Hat jemand eine Idee, wie ich das lösen kann?


----------



## redlama (1. Dezember 2004)

Das Problem hatte ich auch schon mal.
Habe es mit PHP gelöst.
Zuerst habe ich einen Zähler angelegt, der den Wert 0 hat.
Dann habe ich eine "show fields from myTable" abgesetzt.
Die Ergebnisse habe ich dann überprüft, ob sie "myNewField" heißen.
Wenn ja Zähler auf 1, wenn nicht, nichts tun.
Wenn am Ende der Zähler immer noch 0 ist, dann das "Alter Table", ansonsten gibt's die Spalte halt schon.

redlama


----------



## xMen (1. Dezember 2004)

Hallo redlama,

vielen Dank für Deine Antwort. Einen ähnlichen Ansatz hatte ich auch schon, wollte aber wissen, ob es dafür eine "elegantere" Lösung gibt...


----------



## mage (1. Dezember 2004)

Was bekommst du den für eine Fehlermeldung, wenn das Feld schon vorhanden ist ?
Ich schätze, es sollte nichts mit den Daten passieren, daher könntest du vom Programm bei die entsprechende Fehlernummer ignorieren lassen.


----------



## xMen (2. Dezember 2004)

Hallo mage,

ich habe es noch nicht ausprobiert, welche Fehlermeldung kommt, wenn das Feld bereits existiert.
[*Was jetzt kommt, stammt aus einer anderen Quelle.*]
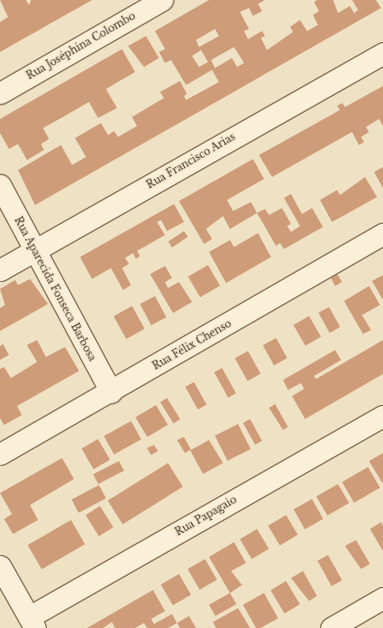 <!DOCTYPE html>
<html>
<head>
<meta charset="utf-8">
<style>
	body { margin:0 }
	#map { position:relative; width:383px; height:628px; overflow:hidden; background:#efe2c4; font-family:"Libre Baskerville",serif }
	div>[style] { position:absolute }
	.building>* { inset:0; background:#cf9c79; transform-origin:0 0 }
	.roads { filter:drop-shadow(1px 0 #8b745a) drop-shadow(-1px 0 #8b745a) drop-shadow(0 1px #8b745a) drop-shadow(0 -1px #8b745a) }
	.minor>* { height:21px; margin:-10.5px; padding:0 10.5px; transform-origin:10.5px; border-radius:10.5px; background:#faefd8 }
	span { translate:-50% -50%; white-space:nowrap; text-align:center; line-height:1.15; -webkit-text-stroke:4px #f7ecd4; paint-order:stroke }
	.street-label { font-size:10px; color:#3a2c1e }
</style>
</head>
<body>
<div id="map">
	<div class="building">
		<div style="clip-path:polygon(0 0,26px 0,29px 5px,31px 0,92px 0,0 52px,0 22px,8px 17px)"></div>
		<div style="clip-path:polygon(evenodd,209px 0,265px 0,258px 4px,262px 11px,253px 16px,249px 8px,240px 12px,249px 29px,244px 31px,248px 39px,262px 31px,265px 36px,261px 38px,267px 50px,293px 32px,290px 27px,300px 20px,307px 31px,318px 25px,313px 15px,319px 11px,314px 2px,317px 0,333px 0,338px 13px,350px 6px,354px 13px,358px 10px,352px 0,376px 0,381px 8px,35px 205px,18px 170px,61px 145px,72px 165px,86px 157px,75px 138px,101px 123px,108px 135px,114px 131px,118px 137px,137px 126px,132px 117px,164px 98px,160px 92px,180px 81px,187px 94px,184px 96px,186px 100px,219px 82px,212px 70px,186px 85px,171px 60px,165px 63px,159px 52px,165px 49px,155px 31px,209px 0,215px 29px,219px 36px,199px 47px,196px 40px,215px 29px,209px 0,234px 47px,244px 63px,237px 67px,232px 58px,215px 68px,211px 60px,234px 47px,209px 0,201px 50px,208px 62px,199px 67px,192px 56px,201px 50px)"></div>
		<div style="clip-path:polygon(146px 36px,159px 58px,144px 67px,128px 46px)"></div>
		<div style="clip-path:polygon(122px 49px,135px 72px,106px 89px,117px 108px,98px 118px,89px 102px,63px 117px,43px 128px,49px 139px,41px 144px,44px 150px,27px 160px,18px 144px,9px 149px,0 133px,0 119px)"></div>
		<div style="clip-path:polygon(383px 86px,383px 126px,379px 119px,366px 127px,369px 132px,361px 137px,364px 142px,359px 145px,352px 132px,272px 177px,259px 155px,340px 110px,337px 106px,342px 103px,345px 107px)"></div>
		<div style="clip-path:polygon(253px 159px,264px 179px,227px 200px,233px 211px,251px 202px,257px 213px,265px 209px,269px 215px,282px 208px,291px 224px,287px 226px,291px 232px,300px 226px,284px 198px,291px 194px,302px 214px,312px 208px,323px 227px,284px 249px,280px 243px,276px 246px,257px 213px,230px 229px,223px 216px,206px 229px,212px 239px,204px 244px,179px 201px)"></div>
		<div style="clip-path:polygon(383px 167px,383px 188px,374px 172px)"></div>
		<div style="clip-path:polygon(365px 177px,377px 197px,332px 222px,320px 200px,337px 190px,340px 195px)"></div>
		<div style="clip-path:polygon(174px 204px,184px 222px,167px 231px,161px 220px,157px 222px,165px 235px,137px 251px,140px 256px,136px 259px,133px 253px,125px 258px,129px 264px,122px 268px,131px 285px,123px 290px,111px 268px,92px 279px,80px 257px)"></div>
		<div style="left:184px;top:231px;width:7px;height:19px;rotate:56deg"></div>
		<div style="clip-path:polygon(258px 233px,271px 257px,226px 283px,209px 252px,230px 240px,234px 247px)"></div>
		<div style="left:208px;top:265px;width:24px;height:23px;rotate:60deg"></div>
		<div style="clip-path:polygon(165px 266px,172px 278px,165px 282px,168px 288px,179px 282px,192px 302px,173px 313px,150px 274px)"></div>
		<div style="clip-path:polygon(337px 274px,342px 282px,335px 286px,331px 278px)"></div>
		<div style="clip-path:polygon(383px 275px,383px 300px,372px 281px)"></div>
		<div style="clip-path:polygon(30px 279px,48px 304px,0 331px,0 308px,5px 305px,0 289px,15px 280px,18px 285px)"></div>
		<div style="clip-path:polygon(369px 286px,380px 305px,362px 315px,371px 330px,363px 334px,344px 301px)"></div>
		<div style="left:155px;top:296px;width:24px;height:17px;rotate:62deg"></div>
		<div style="left:132px;top:306px;width:26px;height:21px;rotate:61deg"></div>
		<div style="left:329px;top:307px;width:23px;height:12px;rotate:61deg"></div>
		<div style="left:309px;top:316px;width:24px;height:18px;rotate:60deg"></div>
		<div style="left:276px;top:338px;width:23px;height:15px;rotate:61deg"></div>
		<div style="clip-path:polygon(37px 340px,46px 357px,65px 347px,79px 371px,17px 406px,22px 415px,4px 425px,0 418px,0 369px,4px 367px,11px 378px,37px 362px,27px 345px)"></div>
		<div style="clip-path:polygon(383px 340px,383px 374px,305px 419px,292px 396px,304px 389px,301px 383px,288px 390px,283px 380px,335px 350px,341px 360px,314px 376px,316px 379px)"></div>
		<div style="clip-path:polygon(3px 344px,9px 355px,0 360px,0 346px)"></div>
		<div style="left:248px;top:351px;width:26px;height:15px;rotate:61deg"></div>
		<div style="left:222px;top:368px;width:29px;height:9px;rotate:61deg"></div>
		<div style="left:194px;top:382px;width:26px;height:10px;rotate:61deg"></div>
		<div style="left:167px;top:398px;width:25px;height:8px;rotate:58deg"></div>
		<div style="clip-path:polygon(275px 404px,288px 427px,283px 430px,269px 408px)"></div>
		<div style="left:156px;top:405px;width:23px;height:24px;rotate:59deg"></div>
		<div style="left:250px;top:419px;width:25px;height:8px;rotate:61deg"></div>
		<div style="left:131px;top:421px;width:21px;height:31px;rotate:61deg"></div>
		<div style="left:238px;top:424px;width:28px;height:26px;rotate:63deg"></div>
		<div style="clip-path:polygon(184px 437px,191px 450px,209px 440px,223px 463px,203px 474px,190px 450px,185px 453px,177px 440px)"></div>
		<div style="left:98px;top:439px;width:24px;height:19px;rotate:60deg"></div>
		<div style="clip-path:polygon(154px 445px,158px 451px,151px 455px,147px 448px)"></div>
		<div style="clip-path:polygon(383px 453px,383px 484px,369px 461px)"></div>
		<div style="clip-path:polygon(62px 458px,74px 479px,30px 505px,38px 520px,13px 534px,4px 519px,12px 514px,0 493px)"></div>
		<div style="left:119px;top:461px;width:11px;height:29px;rotate:63deg"></div>
		<div style="left:168px;top:463px;width:28px;height:71px;rotate:58deg"></div>
		<div style="left:368px;top:467px;width:24px;height:30px;rotate:60deg"></div>
		<div style="left:338px;top:484px;width:22px;height:25px;rotate:60deg"></div>
		<div style="left:99px;top:485px;width:15px;height:31px;rotate:62deg"></div>
		<div style="left:312px;top:499px;width:23px;height:21px;rotate:61deg"></div>
		<div style="left:100px;top:506px;width:25px;height:17px;rotate:58deg"></div>
		<div style="left:286px;top:515px;width:23px;height:21px;rotate:59deg"></div>
		<div style="left:71px;top:520px;width:28px;height:50px;rotate:60deg"></div>
		<div style="clip-path:polygon(381px 522px,383px 526px,383px 551px,370px 529px)"></div>
		<div style="left:257px;top:529px;width:23px;height:20px;rotate:59deg"></div>
		<div style="clip-path:polygon(356px 540px,370px 564px,361px 569px,345px 546px)"></div>
		<div style="clip-path:polygon(234px 542px,246px 563px,231px 571px,242px 585px,230px 593px,209px 557px)"></div>
		<div style="left:328px;top:555px;width:29px;height:12px;rotate:61deg"></div>
		<div style="left:205px;top:559px;width:24px;height:20px;rotate:60deg"></div>
		<div style="clip-path:polygon(303px 571px,317px 596px,309px 601px,291px 578px)"></div>
		<div style="left:179px;top:574px;width:24px;height:21px;rotate:60deg"></div>
		<div style="left:286px;top:581px;width:27px;height:18px;rotate:59deg"></div>
		<div style="clip-path:polygon(153px 590px,165px 611px,151px 619px,154px 624px,172px 614px,177px 623px,168px 628px,147px 628px,144px 623px,135px 628px,115px 628px,112px 622px,103px 628px,87px 628px)"></div>
		<div style="left:230px;top:593px;width:13px;height:24px;rotate:61deg"></div>
		<div style="left:264px;top:593px;width:29px;height:24px;rotate:61deg"></div>
		<div style="clip-path:polygon(238px 608px,250px 628px,216px 628px,213px 622px)"></div>
		<div style="clip-path:polygon(189px 616px,196px 628px,180px 628px,177px 623px)"></div>
	</div>
	<div class="roads">
		<div class="minor">
			<div style="left:0;top:93px;width:187px;rotate:-29.9deg"></div>
			<div style="left:0;top:185px;width:235px;rotate:61.8deg"></div>
			<div style="left:0;top:270px;width:440px;rotate:-29.5deg"></div>
			<div style="left:0;top:454px;width:442px;rotate:-29.9deg"></div>
			<div style="left:0;top:566px;width:71px;rotate:60.6deg"></div>
			<div style="left:29px;top:617px;width:407px;rotate:-29.6deg"></div>
			<div style="left:331px;top:628px;width:60px;rotate:-30deg"></div>
		</div>
	</div>
	<div class="street-label">
		<span style="left:81px;top:46px;rotate:-30deg">Rua Joséphina Colombo</span>
		<span style="left:191px;top:161px;rotate:-30deg">Rua Francisco Arias</span>
		<span style="left:55px;top:289px;rotate:62deg">Rua Aparecida Fonseca Barbosa</span>
		<span style="left:192px;top:345px;rotate:-30deg">Rua Félix Chenso</span>
		<span style="left:206px;top:516px;rotate:-30deg">Rua Papagaio</span>
	</div>
</div>
</body>
</html> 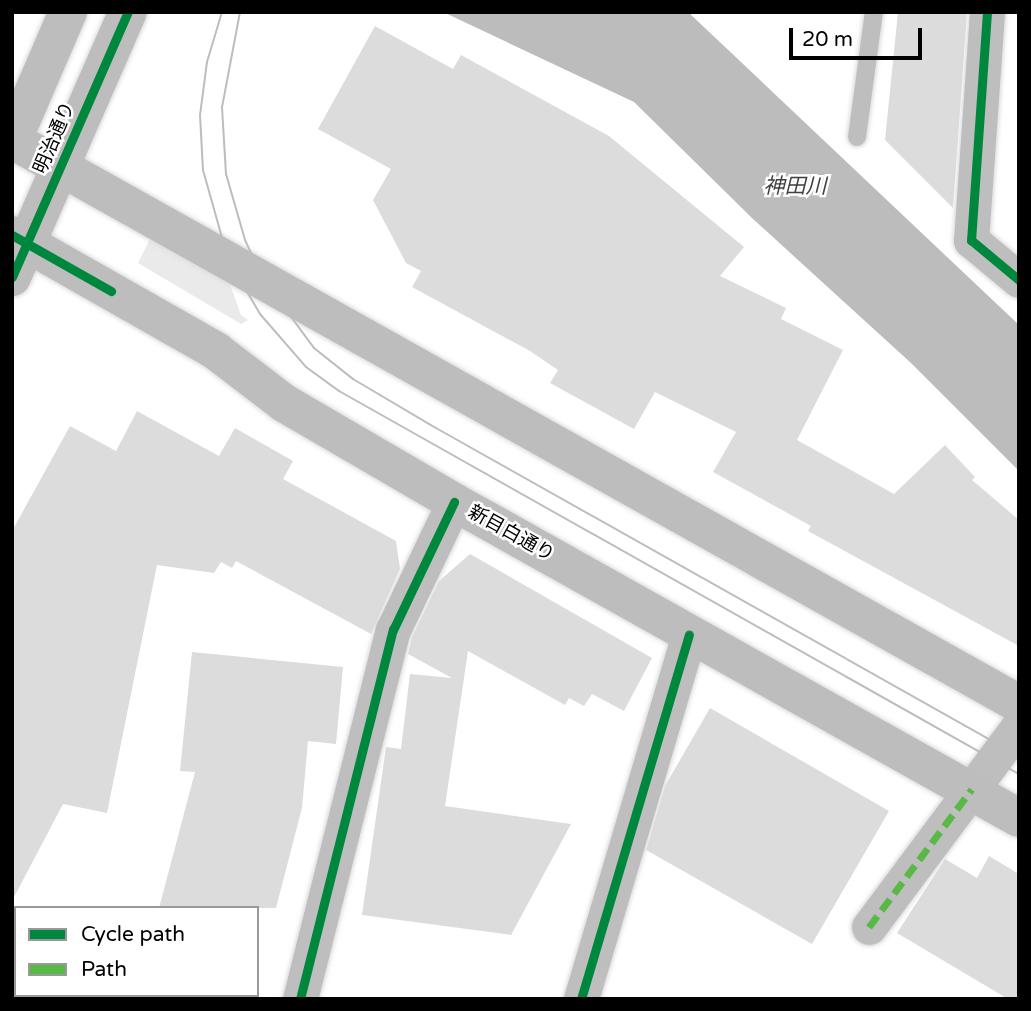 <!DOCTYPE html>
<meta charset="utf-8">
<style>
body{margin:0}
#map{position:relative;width:1031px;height:1011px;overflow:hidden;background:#fff;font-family:"Varela Round","Noto Sans JP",sans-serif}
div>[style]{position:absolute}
.green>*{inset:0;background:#eaeaea}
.water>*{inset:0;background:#bcbcbc}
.building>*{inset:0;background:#dcdcdc}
.roads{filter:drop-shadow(0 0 2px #dbdbdb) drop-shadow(0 0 2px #dbdbdb)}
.lane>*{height:18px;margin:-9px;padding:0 9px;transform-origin:9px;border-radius:9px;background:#bebebe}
.street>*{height:35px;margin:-17.5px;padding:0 17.5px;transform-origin:17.5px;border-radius:17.5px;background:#bebebe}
.primary>*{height:38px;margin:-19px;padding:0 19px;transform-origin:19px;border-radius:19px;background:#bdbdbd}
.tram>*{height:2px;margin:-1px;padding:0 1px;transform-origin:1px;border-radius:1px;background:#bdbdbd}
.quiet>*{height:7px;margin-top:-3.5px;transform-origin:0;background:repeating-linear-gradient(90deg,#58b947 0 14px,transparent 0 21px)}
.cycleway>*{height:9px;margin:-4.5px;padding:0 4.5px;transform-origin:4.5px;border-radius:4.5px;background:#00873e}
span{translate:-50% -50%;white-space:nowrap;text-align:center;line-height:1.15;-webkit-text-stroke:5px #fff;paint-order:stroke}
.street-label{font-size:19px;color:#000}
.water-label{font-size:21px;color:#404040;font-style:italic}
.frame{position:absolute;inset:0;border:14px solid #000;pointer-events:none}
.legend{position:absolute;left:14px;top:906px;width:245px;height:91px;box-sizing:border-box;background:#fff;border:2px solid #999;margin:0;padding:9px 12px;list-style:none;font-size:21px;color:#000}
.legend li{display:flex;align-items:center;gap:14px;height:35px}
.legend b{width:35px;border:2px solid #999}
.scale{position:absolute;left:789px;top:28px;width:133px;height:32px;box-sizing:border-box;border:4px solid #000;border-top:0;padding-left:9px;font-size:21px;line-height:24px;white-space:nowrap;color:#000;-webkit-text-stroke:5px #fff;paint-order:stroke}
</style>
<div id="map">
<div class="green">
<div style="clip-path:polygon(150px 239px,229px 282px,241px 315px,248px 320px,241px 324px,138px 263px)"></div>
</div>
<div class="water">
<div style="clip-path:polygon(443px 12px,688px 12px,1019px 325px,1019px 471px,911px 363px,752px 218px,634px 102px)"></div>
</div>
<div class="building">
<div style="clip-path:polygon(898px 12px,967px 12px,953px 208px,885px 140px)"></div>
<div style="clip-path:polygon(375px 26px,453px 69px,461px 55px,609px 136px,744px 247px,720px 276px,786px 308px,781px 319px,843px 350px,797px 440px,894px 494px,945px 445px,975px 477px,972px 480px,1019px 520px,1019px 646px,808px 531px,811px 526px,713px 472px,736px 432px,655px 392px,634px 429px,550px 383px,558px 370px,530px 351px,412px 287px,421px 271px,406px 263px,373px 200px,391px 169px,318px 129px)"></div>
<div style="clip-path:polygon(137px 411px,219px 456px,235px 428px,293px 461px,283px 479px,396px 541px,400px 569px,371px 634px,236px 561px,232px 568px,221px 562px,214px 573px,157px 565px,107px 813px,63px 804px,12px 901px,12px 531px,70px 426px,116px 451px)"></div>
<div style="clip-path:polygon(470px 554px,652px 658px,624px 711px,592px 694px,584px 706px,569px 698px,565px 705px,468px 651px,445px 806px,571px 824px,511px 935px,362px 915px,386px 747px,401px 749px,410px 674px,452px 678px,408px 654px,412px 637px,439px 581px)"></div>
<div style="clip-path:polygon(192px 652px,343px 667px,336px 744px,308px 741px,302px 808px,276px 908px,159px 908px,195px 772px,180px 771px)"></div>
<div style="clip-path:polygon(710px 708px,889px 811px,812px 944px,646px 850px,665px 786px)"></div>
<div style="clip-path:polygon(989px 856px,1019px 874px,1019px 999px,1008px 999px,897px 933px,945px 859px,977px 878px)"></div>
</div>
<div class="roads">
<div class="lane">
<div style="left:857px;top:137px;width:126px;rotate:-82.3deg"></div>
</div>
<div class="street">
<div style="left:987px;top:12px;width:229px;rotate:94deg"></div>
<div style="left:971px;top:240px;width:62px;rotate:39.8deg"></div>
<div style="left:869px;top:927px;width:251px;rotate:-53.3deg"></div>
<div style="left:300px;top:999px;width:381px;rotate:-75.9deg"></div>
<div style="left:393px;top:630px;width:142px;rotate:-64.5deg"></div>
<div style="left:581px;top:999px;width:380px;rotate:-73.5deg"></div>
</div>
<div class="primary">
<div style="left:12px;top:140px;width:1154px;rotate:29.25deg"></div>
<div style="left:12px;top:142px;width:142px;rotate:-66.7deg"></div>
<div style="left:12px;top:235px;width:235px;rotate:29.6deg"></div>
<div style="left:216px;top:351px;width:86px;rotate:37.4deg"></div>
<div style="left:284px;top:403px;width:197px;rotate:30.2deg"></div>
<div style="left:454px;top:502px;width:647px;rotate:29.22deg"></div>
<div style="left:12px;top:277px;width:289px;rotate:-66.4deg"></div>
</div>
</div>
<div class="tram">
<div style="left:222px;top:12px;width:52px;rotate:106.7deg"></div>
<div style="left:207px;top:62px;width:53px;rotate:97.5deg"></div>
<div style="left:200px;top:115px;width:55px;rotate:86.9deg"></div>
<div style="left:203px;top:170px;width:92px;rotate:74.3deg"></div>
<div style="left:228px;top:259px;width:64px;rotate:59.8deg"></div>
<div style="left:260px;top:314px;width:70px;rotate:49deg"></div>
<div style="left:306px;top:367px;width:41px;rotate:36deg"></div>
<div style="left:339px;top:391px;width:780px;rotate:29.39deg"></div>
<div style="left:240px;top:12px;width:97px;rotate:100.7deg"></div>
<div style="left:222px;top:107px;width:67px;rotate:86.6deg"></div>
<div style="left:226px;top:174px;width:69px;rotate:73.9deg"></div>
<div style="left:245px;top:240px;width:43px;rotate:65.2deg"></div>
<div style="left:263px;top:279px;width:86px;rotate:53.5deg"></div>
<div style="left:314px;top:348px;width:50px;rotate:38.5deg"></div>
<div style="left:353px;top:379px;width:96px;rotate:30.6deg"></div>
<div style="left:436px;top:428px;width:669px;rotate:29.36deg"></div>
</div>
<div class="quiet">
<div style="left:869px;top:927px;width:172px;rotate:-53.3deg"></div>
</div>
<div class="cycleway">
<div style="left:987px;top:12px;width:229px;rotate:94deg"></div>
<div style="left:971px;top:240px;width:62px;rotate:39.8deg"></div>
<div style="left:12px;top:235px;width:114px;rotate:29.5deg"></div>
<div style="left:12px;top:277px;width:289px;rotate:-66.4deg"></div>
<div style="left:300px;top:999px;width:381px;rotate:-75.9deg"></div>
<div style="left:393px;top:630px;width:142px;rotate:-64.5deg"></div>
<div style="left:581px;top:999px;width:380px;rotate:-73.5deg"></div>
</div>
<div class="street-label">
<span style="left:55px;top:138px;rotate:-67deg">明治通り</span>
<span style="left:511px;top:534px;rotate:29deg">新目白通り</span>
</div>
<div class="water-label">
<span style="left:795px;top:187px">神田川</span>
</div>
<div class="frame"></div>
<ul class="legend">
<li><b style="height:9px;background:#00873e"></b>Cycle path</li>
<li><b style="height:9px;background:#58b947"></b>Path</li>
</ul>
<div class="scale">20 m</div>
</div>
Ich könnte das Problem natürlich über einen "try - catch - except"-Block abfragen. Der Weg scheint mir jedoch nicht gerade "professionell" zu sein...


----------



## mage (2. Dezember 2004)

Der sauberste Weg ist zu prüfen mit einer Abfrage auf die richtige Systemtabelle oder per PHP, ob dieses Feld schon vorhanden ist. Das mag aber nicht die Perfomanteste Lösung sein.


----------